從那天起,我徹底淪為謝辭的貼身狗腿子。
為了保住這條小命,我拿出了十二分的誠意。
早晨我拎著熱騰騰的包子豆漿,準時守在重本校門口。
謝辭穿著幹淨的白襯衫,背著黑色雙肩包,慢吞吞的走出來。
他腳上依舊穿著我買的那雙鑲鑽豆豆鞋。
在陽光下折射出令人窒息的土味光芒。
謝辭低著頭,耳根微紅。
【太子爺為了躲避敵家真是拚了,這鞋他平時看一眼都會覺得臟了眼睛。】
【這精神小妹還真敢讓他穿,我看她離死不遠了。】
我無視彈幕的嘲諷,狗腿的迎上去,雙手地上早餐。
“大哥,早上好。”
“這是城南最正宗的灌湯包,您趁熱吃。”
謝辭接過包子,指尖不經意間劃過我的手背。
“謝謝,薑野,你不用每天都來等我。”
我挺起胸膛,拍了拍胸口。
““那怎麼行,做小弟的,必須全方位伺候大哥。”
“大哥指東,我絕不往西,大哥吃肉,我絕不喝湯。”
謝辭輕輕咬了一口包子,看著我舔了舔唇角。
“你對我真好。”
“從來沒有人像你這樣保護過我。”
【嘔,太子爺這綠茶味收一收,京圈誰敢不保護你啊。】
【薑野這個蠢貨還真信了,笑死我了。
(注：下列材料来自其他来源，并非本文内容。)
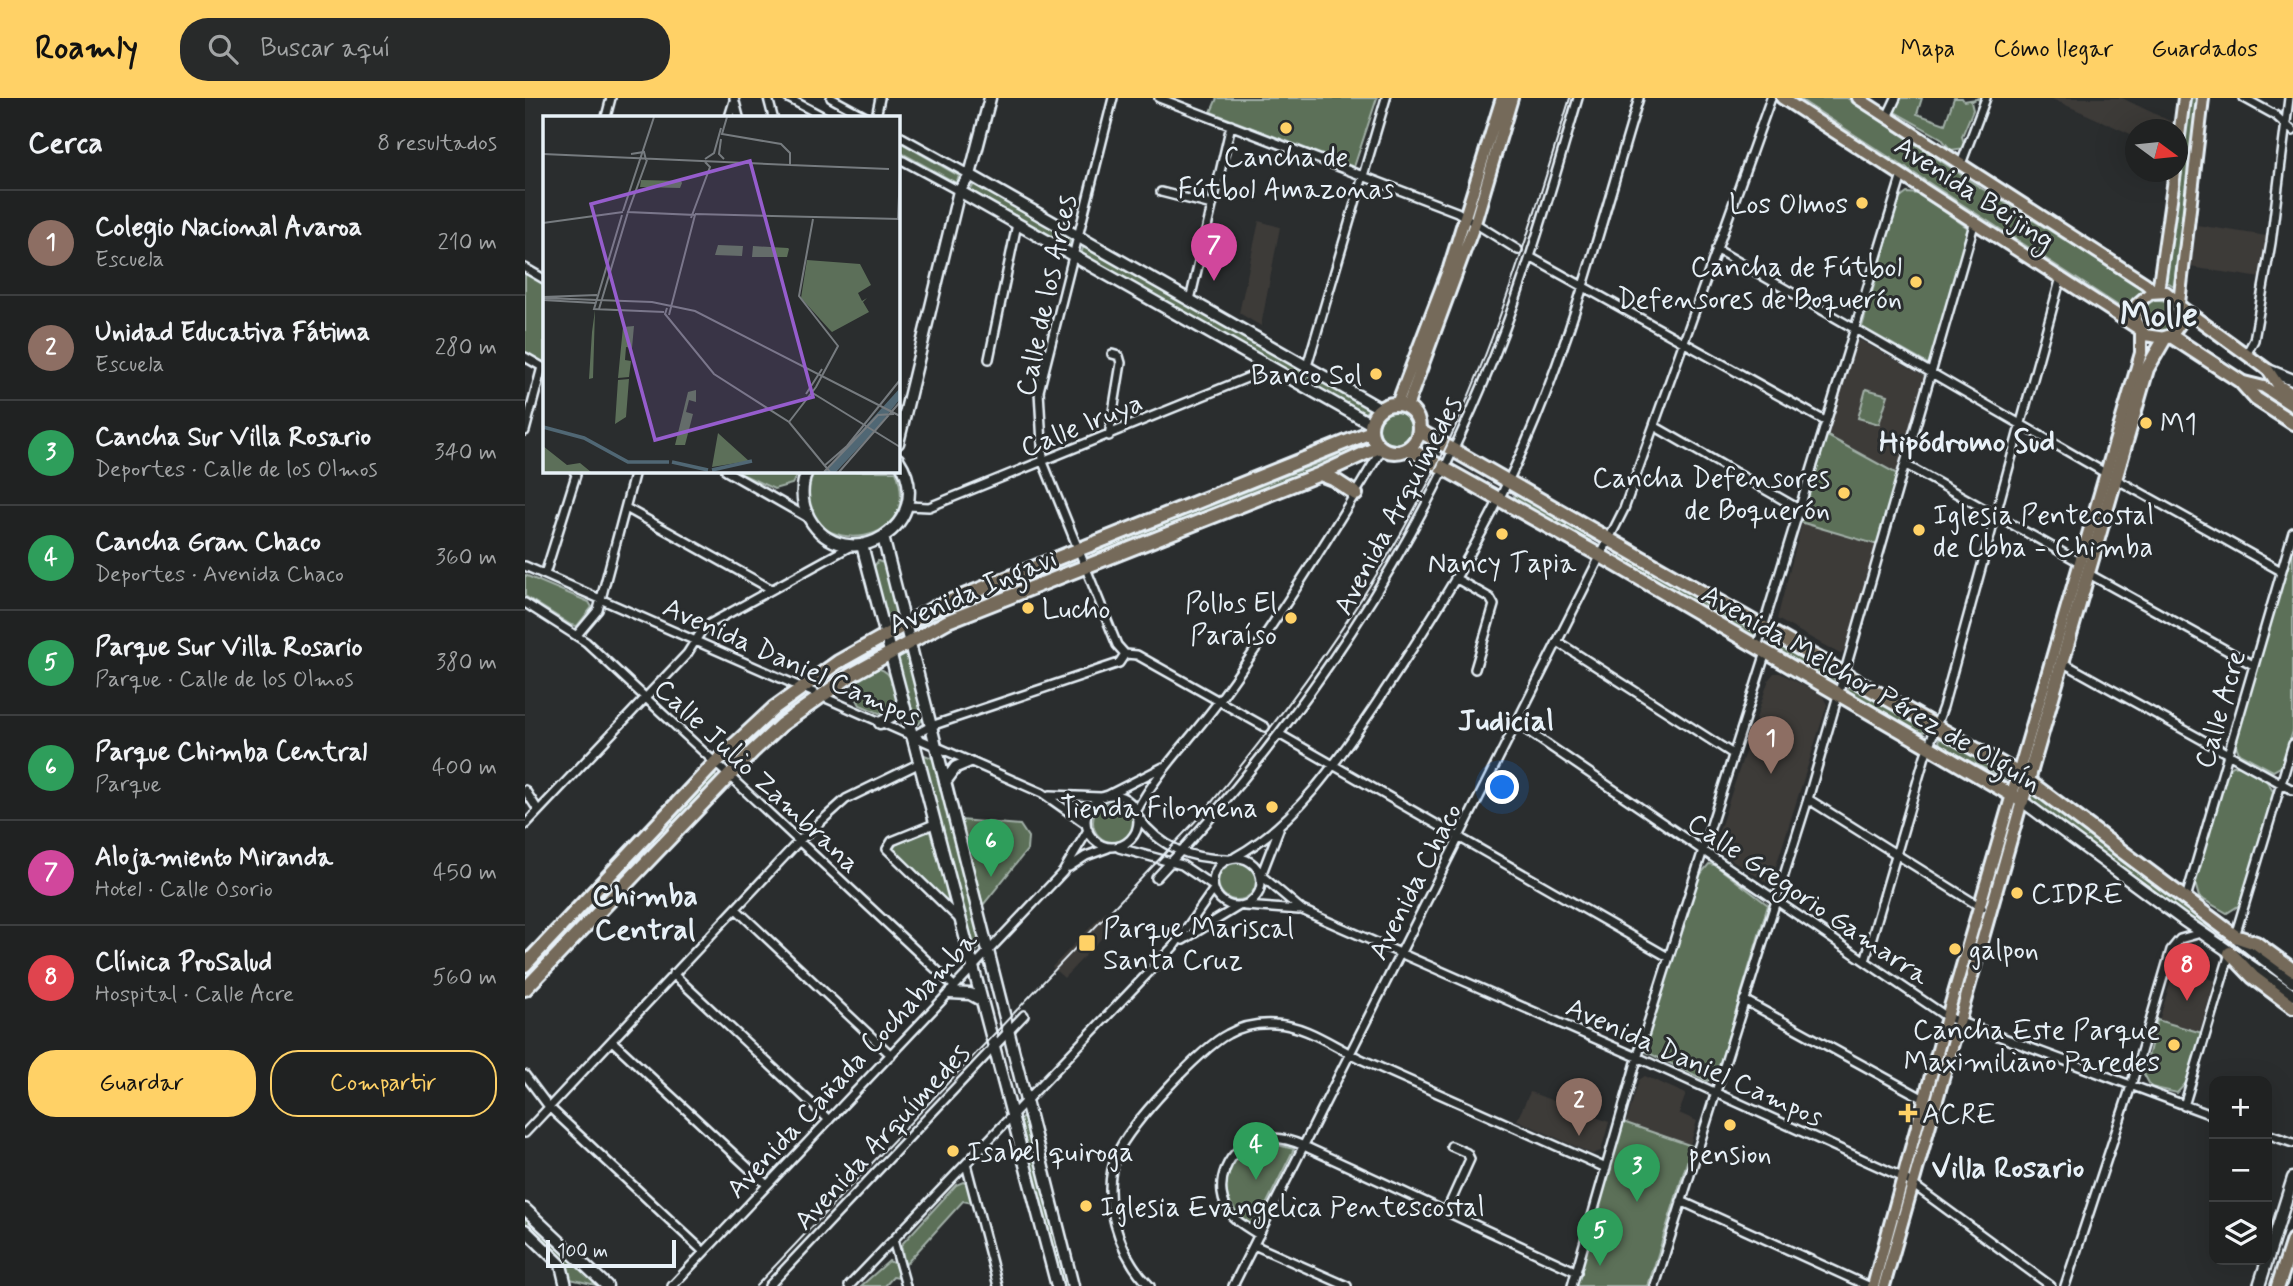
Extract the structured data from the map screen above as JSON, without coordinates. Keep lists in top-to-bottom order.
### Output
{
  "streets": {
    "highway": ["Avenida Ingavi", "Avenida Melchor Pérez de Olguín"],
    "main road": ["Avenida Beijing"],
    "street": [
      "Calle de los Arces",
      "Calle Iruya",
      "Avenida Arquímedes",
      "Avenida Daniel Campos",
      "Calle Acre",
      "Calle Julio Zambrana",
      "Avenida Chaco",
      "Calle Gregorio Gamarra",
      "Avenida Cañada Cochabamba"
    ]
  },
  "crossings": [
    ["Calle de los Arces", "Calle Iruya"],
    ["Calle de los Arces", "Avenida Ingavi"],
    ["Avenida Arquímedes", "Avenida Melchor Pérez de Olguín"],
    ["Avenida Ingavi", "Avenida Daniel Campos"],
    ["Avenida Ingavi", "Avenida Melchor Pérez de Olguín"],
    ["Avenida Ingavi", "Calle Julio Zambrana"],
    ["Avenida Daniel Campos", "Avenida Chaco"],
    ["Avenida Daniel Campos", "Avenida Cañada Cochabamba"],
    ["Avenida Melchor Pérez de Olguín", "Calle Acre"],
    ["Avenida Melchor Pérez de Olguín", "Avenida Chaco"],
    ["Calle Julio Zambrana", "Avenida Cañada Cochabamba"],
    ["Avenida Chaco", "Calle Gregorio Gamarra"]
  ],
  "districts": [
    "Molle",
    "Hipódromo Sud",
    "Judicial",
    "Chimba Central",
    "Villa Rosario"
  ],
  "places": {
    "other": [
      "Cancha de Fútbol Amazonas",
      "Los Olmos",
      "Cancha de Fútbol Defensores de Boquerón",
      "Banco Sol",
      "M1",
      "Cancha Defensores de Boquerón",
      "Iglesia Pentecostal de Cbba - Chimba",
      "Nancy Tapia",
      "Lucho",
      "Pollos El Paraíso",
      "Tienda Filomena",
      "CIDRE",
      "galpon",
      "Cancha Este Parque Maximiliano Paredes",
      "pension",
      "Isabel quiroga",
      "Iglesia Evangelica Pentescostal"
    ],
    "transit": ["Parque Mariscal Santa Cruz"],
    "health": ["ACRE"]
  },
  "scale_bar": "100 m",
  "north": "right",
  "page": {
    "header": "Roamly",
    "search": "Buscar aquí",
    "nav": ["Mapa", "Cómo llegar", "Guardados"],
    "heading": ["Cerca", "8 resultados"],
    "list": [
      {
        "mark": "1",
        "name": "Colegio Nacional Avaroa",
        "note": "Escuela",
        "value": "210 m"
      },
      {
        "mark": "2",
        "name": "Unidad Educativa Fátima",
        "note": "Escuela",
        "value": "280 m"
      },
      {
        "mark": "3",
        "name": "Cancha Sur Villa Rosario",
        "note": "Deportes · Calle de los Olmos",
        "value": "340 m"
      },
      {
        "mark": "4",
        "name": "Cancha Gran Chaco",
        "note": "Deportes · Avenida Chaco",
        "value": "360 m"
      },
      {
        "mark": "5",
        "name": "Parque Sur Villa Rosario",
        "note": "Parque · Calle de los Olmos",
        "value": "380 m"
      },
      {
        "mark": "6",
        "name": "Parque Chimba Central",
        "note": "Parque",
        "value": "400 m"
      },
      {
        "mark": "7",
        "name": "Alojamiento Miranda",
        "note": "Hotel · Calle Osorio",
        "value": "450 m"
      },
      {
        "mark": "8",
        "name": "Clínica ProSalud",
        "note": "Hospital · Calle Acre",
        "value": "560 m"
      }
    ],
    "pins": [
      "7",
      "1",
      "6",
      "8",
      "2",
      "4",
      "3",
      "5"
    ],
    "buttons": ["Guardar", "Compartir"],
    "map_buttons": ["+", "−"],
    "scale": "100 m"
  }
}
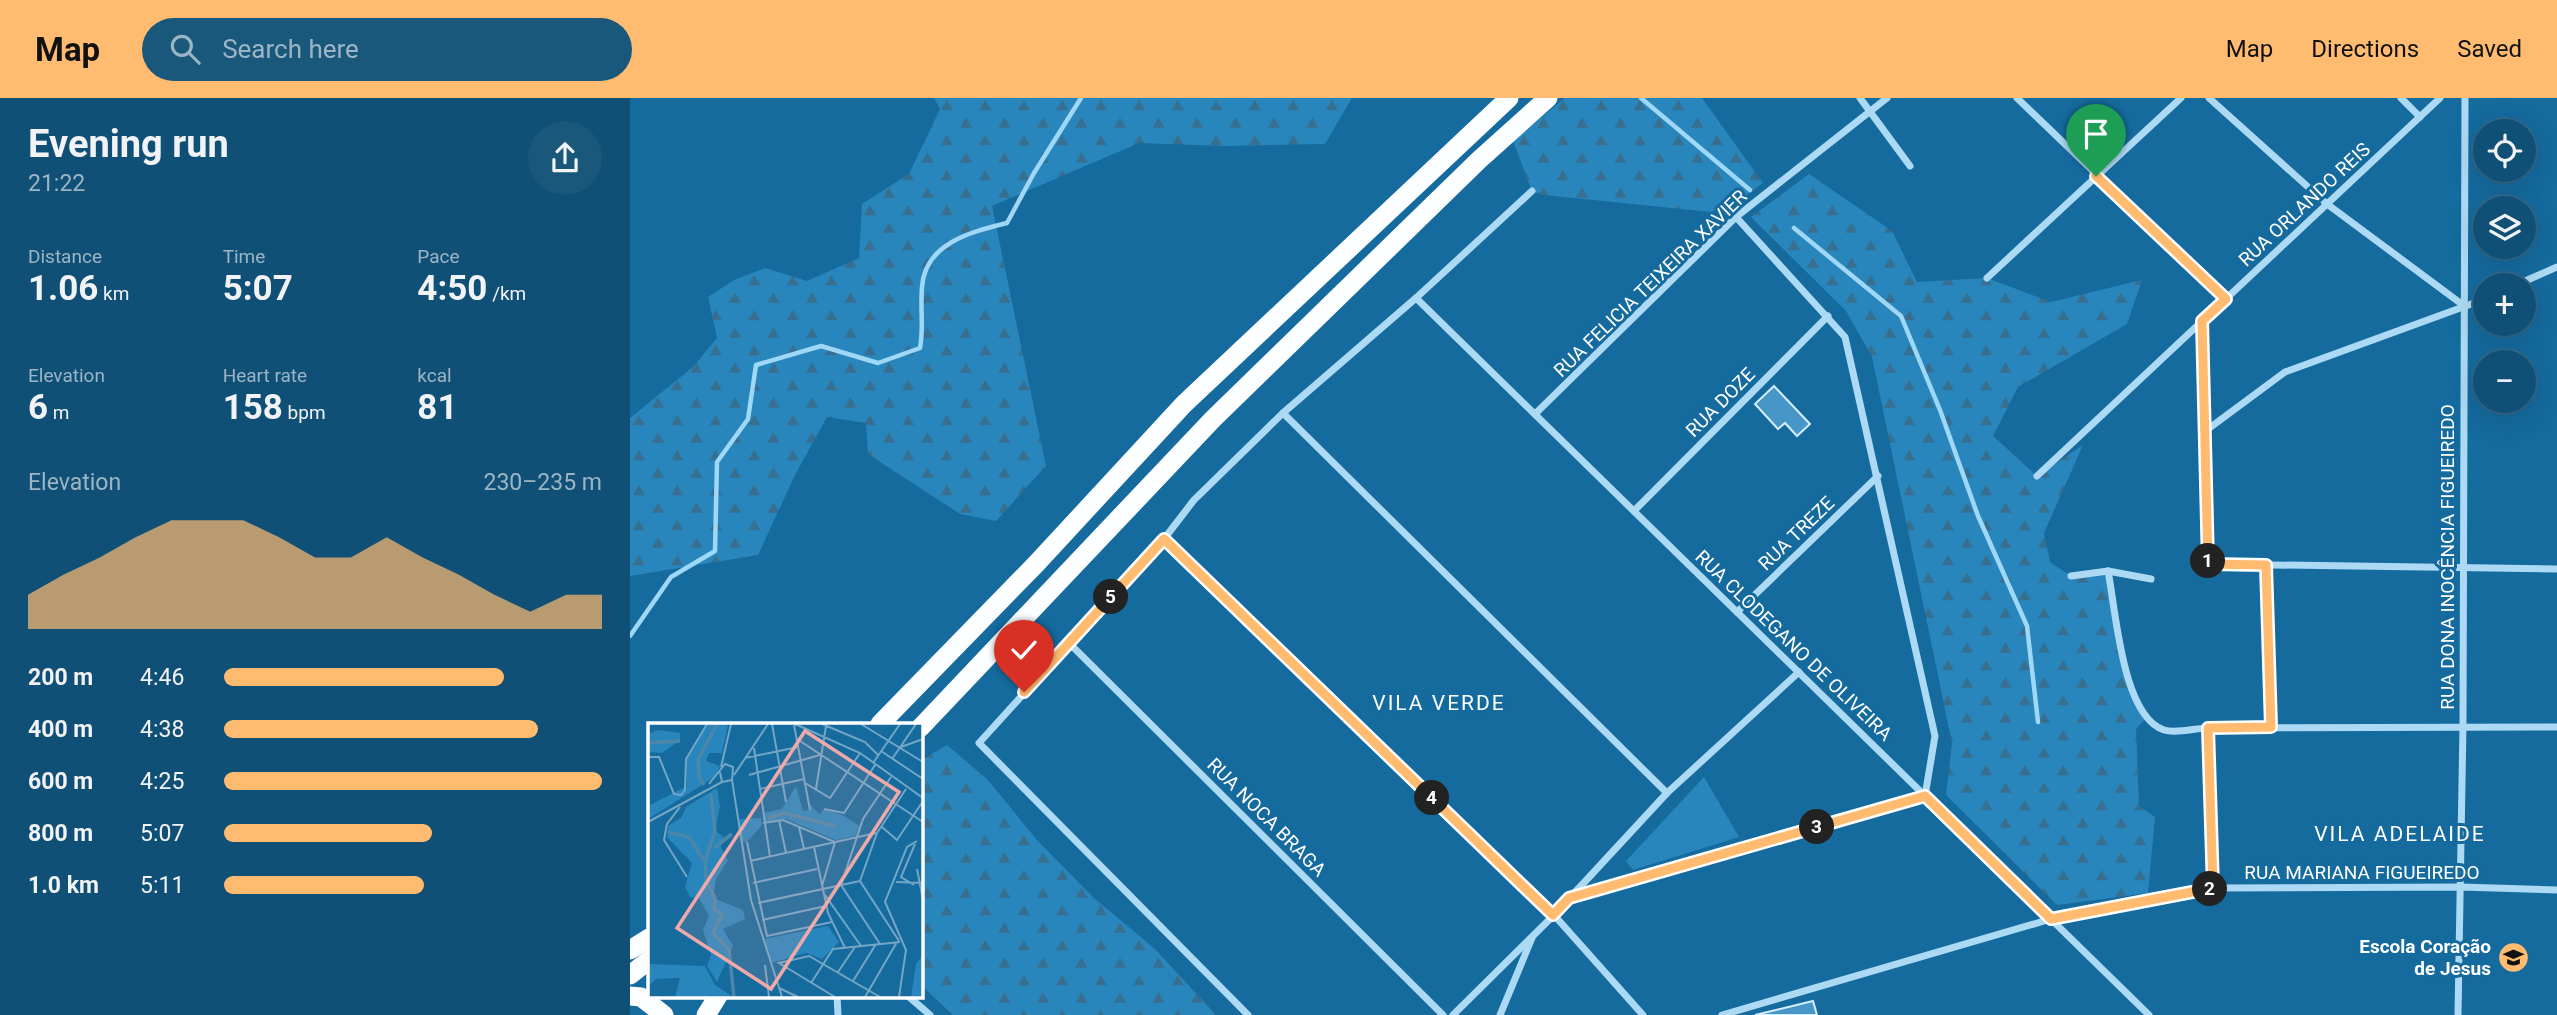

】
我尷尬地腳趾摳了摳地,慌忙跑走。
到了中午,我又端著打好的飯菜,小心翼翼的護著謝辭找座位。
一個染著黃毛的男生端著餐盤,橫衝直撞的走過來。
眼看就要撞上謝辭。
謝辭像是嚇傻了,呆呆的站在原地,無助的看著我。
【黃毛要倒黴了,太子爺的潔癖可是出了名的。】
【敢弄臟太子爺的衣服,黃毛全家都得去非洲挖礦。】
我心頭一緊,趕緊跨出一步,擋在謝辭身前。
砰的一聲,黃毛的餐盤結結實實的撞在我的後背上。
滾燙的菜湯潑了我一身。
“你沒長眼啊。”
黃毛惡人先告狀,指著我的鼻子破口大罵。
“敢擋老子的路,活膩歪了是吧。”
我轉過身,冷冷的看著他。
後背火辣辣的疼,但我連眉頭都沒皺一下。
“道歉”
黃毛嗤笑一聲,囂張的推了我一把。
我反手抓住他的手腕,用力一擰。
黃毛發出一聲殺豬般的慘叫。
我一腳踹在他的膝蓋上,迫使他跪倒在地。
周圍的學生嚇的紛紛散開,空出一大片場地。
“我再說一遍,道歉。”
我居高臨下的看著他,眼神凶狠。
“對不起,對不起,我錯了。”
黃毛疼的冷汗直冒,連連求饒。
我鬆開手,嫌惡的拍了拍衣服上的湯汁。
“滾。”
黃毛連滾帶爬的跑了。
我轉過身,換上一副討好的笑臉。
“大哥,你沒嚇著吧。”
謝辭緊緊抓著我的衣角,緊抿著雙唇。
“你受傷了。”
我滿不在乎的擺擺手。
“沒事,皮糙肉厚,不疼。”
“隻要大哥沒事就行。”
【太子爺眼神變了,他是不是對這個土味女配動心了。】
【動個屁的心,太子爺這是在盤算怎麼把她剝皮抽筋呢。】
我看著謝辭微紅的眼眶,心裏直打鼓。
他這副楚楚可憐的模樣,到底有幾分真幾分假。
“薑野。”
謝辭突然開口,聲音低啞。
“你以後,不要再隨便替人擋災了。”
他深深的看了我一眼,轉身走向洗手池。
我愣在原地,摸不透他這句話的意思。